閻魔が「ありがとう。スバル。これでこの者を連れて行ける。」と言った


そしてここの世界が霧のように溶けて消えていく


ことを終えたスバルは自分の体も霧のように溶かしてこの世界から出た


すると元の世界に帰ってきた


懐かしの元の世界だ


太陽光が眩しいが色合い的に夕方だ


スバルは考えてみた


この出来事はとある一人の女性が起こした出来事だ。一人の女性が殺された怨念で事が始まった。そもそも、何故女性は殺されなければいけなかったのだろう?


女性は何も悪くない。それに嫉妬をした者共が、かあ。


スバルは世の中に垣間見える気色の悪さにシラを切った。


考えるのをやめた。世界で起こる出来事は必ず理由があるものだ。しかし分からないという選択を選ぶ方がいいということもある。
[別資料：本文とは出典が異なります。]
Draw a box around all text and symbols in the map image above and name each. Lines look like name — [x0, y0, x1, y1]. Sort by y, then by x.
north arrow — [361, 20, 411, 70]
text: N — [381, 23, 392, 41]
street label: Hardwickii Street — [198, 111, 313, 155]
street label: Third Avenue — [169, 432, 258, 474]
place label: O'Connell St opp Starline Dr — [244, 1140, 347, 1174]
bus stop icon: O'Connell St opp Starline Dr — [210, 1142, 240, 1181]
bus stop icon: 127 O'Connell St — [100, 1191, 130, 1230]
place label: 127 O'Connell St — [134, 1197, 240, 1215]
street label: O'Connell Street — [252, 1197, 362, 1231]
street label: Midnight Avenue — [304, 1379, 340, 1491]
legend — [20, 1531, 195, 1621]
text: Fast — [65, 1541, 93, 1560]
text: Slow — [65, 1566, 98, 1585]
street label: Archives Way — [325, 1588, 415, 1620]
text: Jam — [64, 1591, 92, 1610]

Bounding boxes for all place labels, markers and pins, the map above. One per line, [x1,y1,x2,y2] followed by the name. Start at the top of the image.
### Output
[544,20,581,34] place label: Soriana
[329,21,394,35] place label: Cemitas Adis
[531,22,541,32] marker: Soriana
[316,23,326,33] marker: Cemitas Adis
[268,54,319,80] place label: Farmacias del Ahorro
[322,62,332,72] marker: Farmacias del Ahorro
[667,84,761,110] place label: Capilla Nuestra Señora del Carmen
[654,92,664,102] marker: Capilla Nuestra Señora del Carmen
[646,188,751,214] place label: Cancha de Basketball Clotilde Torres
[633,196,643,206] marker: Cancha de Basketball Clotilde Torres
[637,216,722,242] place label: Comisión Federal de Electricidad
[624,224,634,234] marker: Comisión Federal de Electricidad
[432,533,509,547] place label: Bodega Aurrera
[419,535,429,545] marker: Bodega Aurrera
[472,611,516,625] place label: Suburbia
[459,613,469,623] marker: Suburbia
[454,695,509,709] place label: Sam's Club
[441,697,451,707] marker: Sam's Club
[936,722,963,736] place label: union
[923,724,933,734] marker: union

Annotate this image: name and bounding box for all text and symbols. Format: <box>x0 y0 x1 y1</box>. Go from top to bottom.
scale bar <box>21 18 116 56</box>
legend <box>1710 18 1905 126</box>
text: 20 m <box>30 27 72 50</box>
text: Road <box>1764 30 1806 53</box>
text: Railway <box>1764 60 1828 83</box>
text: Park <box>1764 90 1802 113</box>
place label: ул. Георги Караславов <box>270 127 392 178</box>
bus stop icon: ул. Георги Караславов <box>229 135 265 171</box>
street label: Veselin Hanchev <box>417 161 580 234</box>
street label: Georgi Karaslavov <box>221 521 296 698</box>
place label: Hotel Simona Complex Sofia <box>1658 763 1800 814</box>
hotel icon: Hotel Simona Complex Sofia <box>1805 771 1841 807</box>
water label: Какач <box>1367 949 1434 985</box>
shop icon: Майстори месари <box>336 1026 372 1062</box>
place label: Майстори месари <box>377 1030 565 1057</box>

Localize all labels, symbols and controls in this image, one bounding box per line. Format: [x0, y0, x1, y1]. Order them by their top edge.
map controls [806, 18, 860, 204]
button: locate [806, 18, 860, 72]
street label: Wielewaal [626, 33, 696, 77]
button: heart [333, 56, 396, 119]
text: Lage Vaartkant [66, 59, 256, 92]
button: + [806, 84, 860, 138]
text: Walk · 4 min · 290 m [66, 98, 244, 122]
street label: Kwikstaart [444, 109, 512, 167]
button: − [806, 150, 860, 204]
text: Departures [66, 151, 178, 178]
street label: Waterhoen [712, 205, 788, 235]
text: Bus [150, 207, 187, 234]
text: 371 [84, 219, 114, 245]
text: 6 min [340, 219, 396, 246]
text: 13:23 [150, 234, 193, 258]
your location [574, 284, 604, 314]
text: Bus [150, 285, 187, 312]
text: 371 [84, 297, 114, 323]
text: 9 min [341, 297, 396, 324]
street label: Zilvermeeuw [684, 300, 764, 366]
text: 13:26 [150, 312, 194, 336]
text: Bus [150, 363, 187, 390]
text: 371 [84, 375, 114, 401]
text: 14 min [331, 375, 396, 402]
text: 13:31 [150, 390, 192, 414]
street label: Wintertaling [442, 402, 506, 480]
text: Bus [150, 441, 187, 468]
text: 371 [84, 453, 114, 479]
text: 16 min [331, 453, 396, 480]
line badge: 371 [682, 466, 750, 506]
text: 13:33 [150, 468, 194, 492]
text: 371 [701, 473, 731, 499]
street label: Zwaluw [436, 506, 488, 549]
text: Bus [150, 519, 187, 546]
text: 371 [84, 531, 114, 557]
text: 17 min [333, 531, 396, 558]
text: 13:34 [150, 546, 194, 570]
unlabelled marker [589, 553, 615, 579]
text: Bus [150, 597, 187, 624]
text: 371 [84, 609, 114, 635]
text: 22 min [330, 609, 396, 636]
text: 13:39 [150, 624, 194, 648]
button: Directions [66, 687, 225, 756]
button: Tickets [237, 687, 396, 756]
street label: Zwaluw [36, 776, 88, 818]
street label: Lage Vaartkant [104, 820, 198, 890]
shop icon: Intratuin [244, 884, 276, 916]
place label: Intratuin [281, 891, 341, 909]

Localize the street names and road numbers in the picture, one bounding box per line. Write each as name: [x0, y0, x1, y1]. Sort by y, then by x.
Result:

俺の中では答えが見えているが、それは考えない事にした。


にしても


スバル「お前はいつになったら帰るんだ」


莉里「だーってスバルさんのお部屋、いい匂いでかっこよくて好きなんだもん。」


スバル「全く。まあ、解放されたばかりだからな。仕方ないのかもしれないが、早く出て行ってくれよ。」


莉里「うん。もう少ししたらね。」


莉里「あと、お姉ちゃんを成仏させてくれてありがとう。」


スバル「知っていたのか。」


莉里「うん。だって、あの世界は何か、お姉ちゃんみたいな感じがしたから。妹の勘、かな。」


スバル「そういうの、あるな。姉は無事に黄泉の国へ行ったよ。今頃はあそこで怨念を浄化されていることだろう。」


莉里「うん。うれしい。そして私もスバルさん好きだから、もっと自分の顔に自信を持つね。だからお姉ちゃんみたいに、手鏡を常に持ち歩いているね。それでたくさん自分の顔を確認して「今日もかわいいね!」ってする。」